# Solution

In [1]:
%matplotlib inline

## Preparation

In [2]:
import pandas as pd

io_params = {
    'parse_dates': ['epoch']
}

train = pd.read_csv('data/train.csv', **io_params)

Remove the duplicates.

In [3]:
import datetime as dt
import tqdm

dtypes = train.dtypes.to_dict()

cols_to_shift = train.columns.difference(['x_sim', 'y_sim', 'z_sim', 'Vx_sim', 'Vy_sim', 'Vz_sim'])

train_sats = []

for sat_id in tqdm.tqdm(train['sat_id'].unique(), position=0):
    
    g = train.query('sat_id == @sat_id').copy()
    dups = g[g['epoch'].diff() < dt.timedelta(seconds=60)].index
    
    for i in reversed(dups):
        g.loc[i:, cols_to_shift] = g.loc[i:, cols_to_shift].shift(-1)
        
    g = g.drop(g[g['x'].isnull()].index)
    g['percent'] = pd.np.arange(1, len(g) + 1) / len(g)
        
    train_sats.append(g)
    
train = pd.concat(train_sats).astype(dtypes)

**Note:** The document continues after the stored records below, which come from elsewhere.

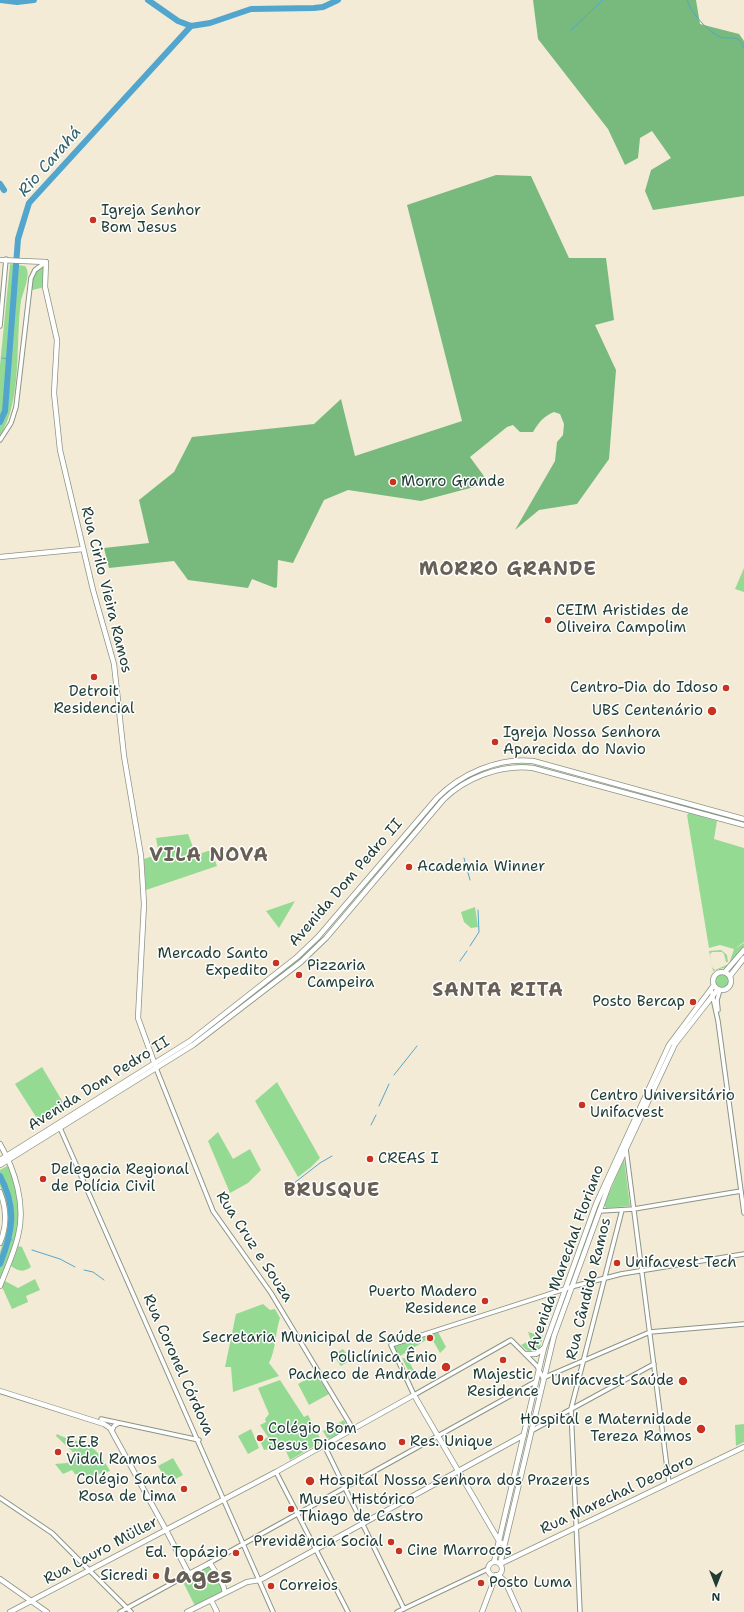 <!DOCTYPE html>
<meta charset="utf-8">
<style>
body{margin:0}
#map{position:relative;width:744px;height:1612px;overflow:hidden;background:#f4ebd6;font-family:"Shantell Sans",sans-serif}
canvas{display:block}
.north{position:absolute;left:696px;top:1564px;width:40px;height:40px;-webkit-text-stroke:3px #fff;paint-order:stroke;rotate:180deg;font-size:11px;font-weight:700;line-height:16px;text-align:center;color:#1f3d34}
.north::after{content:'';display:block;margin:auto;width:14px;height:18px;background:#1f3d34;clip-path:polygon(50% 0,100% 100%,50% 72%,0 100%)}
</style>
<div id="map">
<canvas width="744" height="1612"></canvas>
<div class="north">N</div>
</div>
<script>
const ctx = document.querySelector('canvas').getContext('2d');
ctx.lineJoin = 'round';
function paint(path, color) {
  ctx.fillStyle = color;
  ctx.fill(path, 'evenodd');
}
function trace(path, color, width, dash) {
  ctx.strokeStyle = color;
  ctx.lineWidth = width;
  ctx.lineCap = dash ? 'butt' : 'round';
  ctx.setLineDash(dash || []);
  ctx.stroke(path);
}
function label(font, color, halo, rows, align = 'center') {
  ctx.font = font + ' "Shantell Sans",sans-serif';
  ctx.lineWidth = 3;
  ctx.setLineDash([]);
  ctx.textBaseline = 'middle';
  ctx.strokeStyle = halo;
  ctx.fillStyle = color;
  for (const [text, x, y, turn = 0] of rows) {
    ctx.save();
    ctx.translate(x, y);
    ctx.rotate((+turn || 0) * Math.PI / 180);
    ctx.textAlign = isNaN(turn) ? turn : align;
    if (halo) ctx.strokeText(text, 0, 0);
    ctx.fillText(text, 0, 0);
    ctx.restore();
  }
}
paint(new Path2D(`
 M46 262 45 287 28 291 32 274Z
 M10 264 25 266C32 273 23 292 21 301 15 343 23 399 0 436V365Z
 M744 568V592L735 589Z
 M522 764 534 765 674 804 529 765H522L475 776 434 807 306 955 199 1039 161 1063 160 1062 208 1030 304 954 319 939 432 807C460 779 483 768 522 764Z
 M689 813 717 821 714 839 744 848V942L734 949 720 945 709 948 687 815Z
 M188 834 196 855 211 850 217 866 146 890 144 859 159 854 156 838Z
 M295 901 279 928 266 911Z
 M475 907 478 927 471 928 464 922 461 912Z
 M744 943V948L727 967 713 971 709 951 721 950 727 955 728 962H726L724 954 722 952H712L710 954 712 967 715 970 729 964 734 949Z
 M715 981a7 7 0 1 1 14 0a7 7 0 1 1-14 0Z
 M42 1067 64 1104 38 1120 15 1084Z
 M277 1082 320 1158 311 1167 298 1177 255 1101Z
 M218 1132 233 1159 250 1149 261 1170 248 1183 230 1193 208 1141Z
 M624 1159 630 1206 606 1208 604 1205Z
 M7 1166C13 1170 13 1179 15 1186 24 1225 15 1244 0 1280V1252L6 1233 8 1213 0 1185V1170Z
 M18 1246 22 1247 31 1267C22 1273 19 1271 11 1266Z
 M35 1279 40 1290 26 1296 28 1302 12 1309 2 1287 5 1281 18 1288Z
 M263 1304 270 1310 275 1309 280 1318C275 1333 276 1350 269 1363L279 1376 233 1392 231 1367H225L236 1314Z
 M437 1330 446 1347 440 1353 431 1337 397 1358 391 1345Z
 M528 1332 543 1336 539 1351 531 1354 521 1345 531 1340Z
 M343 1349 351 1360 341 1366 333 1355Z
 M402 1358 408 1359 414 1371 411 1376Z
 M316 1374 329 1394 309 1405 298 1384Z
 M280 1380 304 1417 308 1415 321 1440 320 1443 290 1460 284 1447 264 1450 260 1441 268 1437 260 1425 266 1422 265 1419 269 1414 258 1388Z
 M344 1420 348 1429 331 1439 327 1438 323 1431Z
 M744 1424V1442L736 1446 735 1425Z
 M251 1429 259 1448 248 1454 238 1436Z
 M57 1434C67 1440 80 1440 90 1446 98 1451 105 1462 110 1471L89 1477 75 1474 72 1470 63 1474 55 1464 67 1463 76 1455 56 1436Z
 M173 1458 183 1475 168 1483 158 1466Z
 M210 1563 225 1593 196 1608 181 1578Z`), '#95da93');
paint(new Path2D(`
 M533 0H696L700 24 739 34 744 41V196L653 210 645 191 651 170 671 158 652 131 640 138 638 158 625 165 608 129 538 39Z
 M496 175 531 176 569 258H606L614 320 595 325 616 370 609 459 577 504 539 510 515 530 555 461 557 442 563 435 564 424 560 414 554 412C544 416 539 422 533 432H520L513 425 507 427 470 457 489 483 421 501 348 490 324 500 293 563 278 560 277 587 275 588 252 579 248 588 188 580 174 561 109 568 104 548 149 543 139 500 174 472 192 437 314 424 341 399 355 456 462 421 407 205Z`), '#78ba7d');
trace(new Path2D(`
 M687 0C690 12 707 30 718 36 731 42 737 31 744 48
 M571 30 603 0
 M2 358 10 359
 M464 858 470 880
 M470 946 479 932 478 910
 M460 961 467 951
 M394 1075 417 1046
 M379 1106 389 1084
 M371 1125 376 1115
 M289 1187 320 1163 332 1156
 M9 1239 12 1240
 M32 1250 60 1259 75 1267
 M84 1270 93 1272 104 1280`), '#52a6ce', 1);
trace(new Path2D(`
 M0 0 17 2 34 0
 M148 0 178 21 191 26 210 23 251 9 314 8 323 7 338 0
 M0 184 4 190
 M0 422 5 411 18 239 29 203 191 26
 M0 1176C17 1208 13 1231 0 1264`), '#52a6ce', 6);
const minor = new Path2D(`
 M0 326 6 259
 M0 440 11 423 16 407 31 278 35 270 46 262
 M711 989 718 1021 744 1213
 M718 1010 717 1000 720 990
 M156 1068 213 1211 271 1293 353 1429
 M60 1128 273 1612
 M626 1149 669 1483
 M600 1211 634 1209 741 1191
 M744 1254 621 1274 571 1287 391 1345 414 1395 511 1340 537 1366 543 1378 650 1332 744 1324
 M101 1419 199 1440
 M112 1431 114 1426 119 1423
 M531 1431 654 1364
 M328 1443 326 1449 404 1609
 M276 1472 348 1612
 M0 1498 52 1533 131 1612
 M209 1563 535 1382
 M120 1612 189 1574
 M397 1612 488 1569
 M580 1612 571 1409 622 1210`);
const major = new Path2D(`
 M0 260 46 262 45 287 57 340 54 393 60 450 93 590 114 664 124 756 141 856 144 904 138 1018 155 1065
 M0 557 83 549
 M713 981a9 9 0 1 1 18 0a9 9 0 1 1-18 0Z
 M725 972 744 950
 M730 976 744 958
 M0 1144C15 1170 26 1205 18 1236 14 1253 6 1270 0 1286
 M0 1160 190 1041 297 957 318 937 437 798C461 774 498 757 533 761L744 819
 M0 1165 193 1045 301 962 326 938 443 800C465 778 501 764 533 768L744 825
 M0 1192C7 1209 7 1226 0 1243
 M526 1354H536L544 1348
 M0 1391 104 1424 110 1428 166 1530 189 1574 210 1563 223 1585 225 1593
 M494 1562 544 1348 596 1204 669 1045 714 985
 M488 1569a7 7 0 1 1 14 0a7 7 0 1 1-14 0Z
 M500 1564 554 1336 609 1185 675 1044 718 989
 M500 1564 744 1447
 M498 1575 505 1581 519 1612
 M0 1579 47 1612
 M211 1600 217 1612
 M10 1612 276 1472 414 1395 499 1541 504 1545
 M187 1612 247 1582 260 1580 524 1435
 M482 1612 496 1575`);
trace(minor, '#8a9485', 5.5);
trace(major, '#8a9485', 6);
trace(minor, '#fff', 3.5);
trace(major, '#fff', 4.5);
for (const [x, y, r, color] of [
 [93,220,4,"#c8321e"],
 [393,482,4,"#c8321e"],
 [548,620,4,"#c8321e"],
 [94,677,4,"#c8321e"],
 [726,688,4,"#c8321e"],
 [712,711,5,"#c8321e"],
 [495,742,4,"#c8321e"],
 [409,867,4,"#c8321e"],
 [276,963,4,"#c8321e"],
 [299,975,4,"#c8321e"],
 [693,1002,4,"#c8321e"],
 [582,1105,4,"#c8321e"],
 [370,1159,4,"#c8321e"],
 [43,1179,4,"#c8321e"],
 [617,1263,4,"#c8321e"],
 [485,1301,4,"#c8321e"],
 [430,1338,4,"#c8321e"],
 [503,1360,4,"#c8321e"],
 [446,1367,5,"#c8321e"],
 [683,1381,5,"#c8321e"],
 [701,1429,5,"#c8321e"],
 [260,1438,4,"#c8321e"],
 [402,1442,4,"#c8321e"],
 [58,1452,4,"#c8321e"],
 [310,1481,5,"#c8321e"],
 [184,1489,4,"#c8321e"],
 [291,1509,4,"#c8321e"],
 [391,1542,4,"#c8321e"],
 [399,1551,4,"#c8321e"],
 [236,1553,4,"#c8321e"],
 [156,1576,4,"#c8321e"],
 [481,1583,4,"#c8321e"],
 [271,1586,4,"#c8321e"]
]) {
  const dot = new Path2D();
  dot.arc(x, y, r, 0, 2 * Math.PI);
  ctx.fillStyle = color;
  ctx.fill(dot);
  trace(dot, '#fff', 1.5);
}
label('15px', '#1f3d34', '#fff', [
 ["Igreja Senhor",101,211],
 ["Bom Jesus",101,228],
 ["Morro Grande",401,482],
 ["CEIM Aristides de",556,611],
 ["Oliveira Campolim",556,628],
 ["Centro-Dia do Idoso",718,688,"right"],
 ["Detroit",94,692,"center"],
 ["Residencial",94,709,"center"],
 ["UBS Centenário",703,711,"right"],
 ["Igreja Nossa Senhora",503,733],
 ["Aparecida do Navio",503,750],
 ["Academia Winner",417,867],
 ["Mercado Santo",268,954,"right"],
 ["Expedito",268,971,"right"],
 ["Pizzaria",307,966],
 ["Campeira",307,983],
 ["Posto Bercap",685,1002,"right"],
 ["Centro Universitário",590,1096],
 ["Unifacvest",590,1113],
 ["CREAS I",378,1159],
 ["Delegacia Regional",51,1170],
 ["de Polícia Civil",51,1187],
 ["Unifacvest Tech",625,1263],
 ["Puerto Madero",477,1292,"right"],
 ["Residence",477,1309,"right"],
 ["Secretaria Municipal de Saúde",422,1338,"right"],
 ["Policlínica Ênio",437,1358,"right"],
 ["Pacheco de Andrade",437,1375,"right"],
 ["Majestic",503,1375,"center"],
 ["Residence",503,1392,"center"],
 ["Unifacvest Saúde",674,1381,"right"],
 ["Hospital e Maternidade",692,1420,"right"],
 ["Tereza Ramos",692,1437,"right"],
 ["Colégio Bom",268,1429],
 ["Jesus Diocesano",268,1446],
 ["Res. Unique",410,1442],
 ["E.E.B",66,1443],
 ["Vidal Ramos",66,1460],
 ["Colégio Santa",176,1480,"right"],
 ["Rosa de Lima",176,1497,"right"],
 ["Hospital Nossa Senhora dos Prazeres",319,1481],
 ["Museu Histórico",299,1500],
 ["Thiago de Castro",299,1517],
 ["Previdência Social",383,1542,"right"],
 ["Cine Marrocos",407,1551],
 ["Ed. Topázio",228,1553,"right"],
 ["Sicredi",148,1576,"right"],
 ["Posto Luma",489,1583],
 ["Correios",279,1586]
], 'left');
label('15px', '#1f3d34', '#fff', [
 ["Rua Cirilo Vieira Ramos",106,590,76],
 ["Avenida Dom Pedro II",346,883,-49],
 ["Avenida Dom Pedro II",99,1084,-32],
 ["Rua Cruz e Souza",254,1247,57],
 ["Avenida Marechal Floriano",566,1258,-70],
 ["Rua Cândido Ramos",589,1289,-76],
 ["Rua Coronel Córdova",178,1365,66],
 ["Rua Marechal Deodoro",617,1495,-25],
 ["Rua Lauro Müller",101,1551,-28]
]);
label('italic 16px', '#31626a', '#fff', [
 ["Rio Carahá",50,162,-49]
]);
ctx.letterSpacing = '1px';
label('bold 19px', '#686056', '#fff', [
 ["MORRO GRANDE",508,570],
 ["VILA NOVA",209,856],
 ["SANTA RITA",498,991],
 ["BRUSQUE",332,1191]
]);
ctx.letterSpacing = '0px';
label('bold 23px', '#686056', '#fff', [
 ["Lages",198,1577]
]);
</script>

100%|██████████| 600/600 [00:17<00:00, 35.14it/s]


Merge train and test.

In [4]:
test = pd.read_csv('data/Track 1/test.csv', **io_params)
data = pd.concat((train, test), sort=False)
data['is_train'] = data['x'].notnull()
data = data.sort_values(['sat_id', 'epoch'])
data['is_track_1'] = data['sat_id'].isin(data.query('not is_train')['sat_id'].unique())

Implement SMAPE.

In [5]:
import numpy as np

def smape(y_true, y_pred): 
    return np.mean(np.abs((y_pred - y_true) / (np.abs(y_pred) + np.abs(y_true))))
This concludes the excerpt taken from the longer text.